Humanistic ethics can help us to overcome this ex-post approach by offering a holistic and sound compass to organizations seeking to design and use people-centered technologies.
AI presents unprecedented ethical dilemmas arising from its potential to substitute human activities that were previously impossible to automate. Such dilemmas deepen with the specter of artificial general intelligence (AGI) or artificial super intelligence (ASI), with their ambitions to imitate and surpass the cognitive abilities of humans and act with autonomy. These technologies raise ethical concerns, not merely on occasional shortcomings such as bias or hallucinations, but on the boundaries of machine autonomy and the broader impact on humanity.
In our book, Humanism and Artificial Intelligence, which gathers contributions from more than a dozen global scholars across disciplines, we advocate for an ex-ante approach to AI ethical risks.
Instead of unfettered technological development being the default, we should begin by asking why a particular technology is being developed and who will benefit from its outputs.
To discuss the limits between what can be automated and what ought to remain under human decision-making, we deploy an applied ethics approach, aligned with that used in bioethics. In bioethics, fundamental questions around the ethical boundaries between humans and technological progress are at the core of the debate.

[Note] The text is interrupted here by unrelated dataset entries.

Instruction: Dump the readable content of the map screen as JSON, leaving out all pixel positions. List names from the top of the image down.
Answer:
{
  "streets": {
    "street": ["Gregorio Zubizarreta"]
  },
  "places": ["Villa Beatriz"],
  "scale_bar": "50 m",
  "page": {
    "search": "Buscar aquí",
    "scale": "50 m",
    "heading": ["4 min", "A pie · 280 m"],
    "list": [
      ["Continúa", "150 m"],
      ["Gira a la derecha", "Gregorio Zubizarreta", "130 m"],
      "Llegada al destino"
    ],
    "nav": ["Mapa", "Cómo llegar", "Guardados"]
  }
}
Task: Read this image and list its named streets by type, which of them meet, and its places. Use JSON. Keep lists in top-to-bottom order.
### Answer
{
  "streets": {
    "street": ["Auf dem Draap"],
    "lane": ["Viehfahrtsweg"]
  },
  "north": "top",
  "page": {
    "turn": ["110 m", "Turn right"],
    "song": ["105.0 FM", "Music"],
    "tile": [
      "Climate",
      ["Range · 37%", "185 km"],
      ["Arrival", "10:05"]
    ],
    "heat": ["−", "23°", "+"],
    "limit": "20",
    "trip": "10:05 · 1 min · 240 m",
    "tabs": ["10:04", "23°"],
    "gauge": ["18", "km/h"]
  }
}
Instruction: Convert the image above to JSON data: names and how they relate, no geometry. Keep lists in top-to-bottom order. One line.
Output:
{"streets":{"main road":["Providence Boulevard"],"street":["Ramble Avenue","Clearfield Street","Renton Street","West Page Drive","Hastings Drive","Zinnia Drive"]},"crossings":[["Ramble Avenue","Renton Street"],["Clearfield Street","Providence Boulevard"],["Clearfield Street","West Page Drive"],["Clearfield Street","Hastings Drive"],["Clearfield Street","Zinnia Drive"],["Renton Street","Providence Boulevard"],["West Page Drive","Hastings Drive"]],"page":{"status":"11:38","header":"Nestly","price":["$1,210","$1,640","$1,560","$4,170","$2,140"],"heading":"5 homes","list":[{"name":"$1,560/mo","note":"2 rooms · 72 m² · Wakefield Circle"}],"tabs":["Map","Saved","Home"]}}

Humanistic ethics evaluates technological advancement through the lens of its human benefits, concerned first and foremost with the human purposes and needs to be met by innovation. Humanistic ethics considers the human ends of all economic activities and relationships transformed by AI, not simply the unethical by-products of certain technologies.
Humanism in AI in personal, organizational and societal dimensions
Humanism in business, and in particular the integral human development paradigm, can inform ethical AI in organizations on at least three pivotal levels:
- Personal. AI-led operations run the risk of prioritizing technological efficiency over employee wellbeing. Humanism and integral human development emphasize the interconnectedness of various dimensions of human life and advocate for policies and practices that enable individuals to flourish in all aspects of their lives. Organizations must avoid tendencies to devalue employees’ experience through machine surveillance and control. In the case of employees involved in training AI, they must have access to specific upskilling and reskilling programs, to avoid being made redundant by the very AI they are helping to develop.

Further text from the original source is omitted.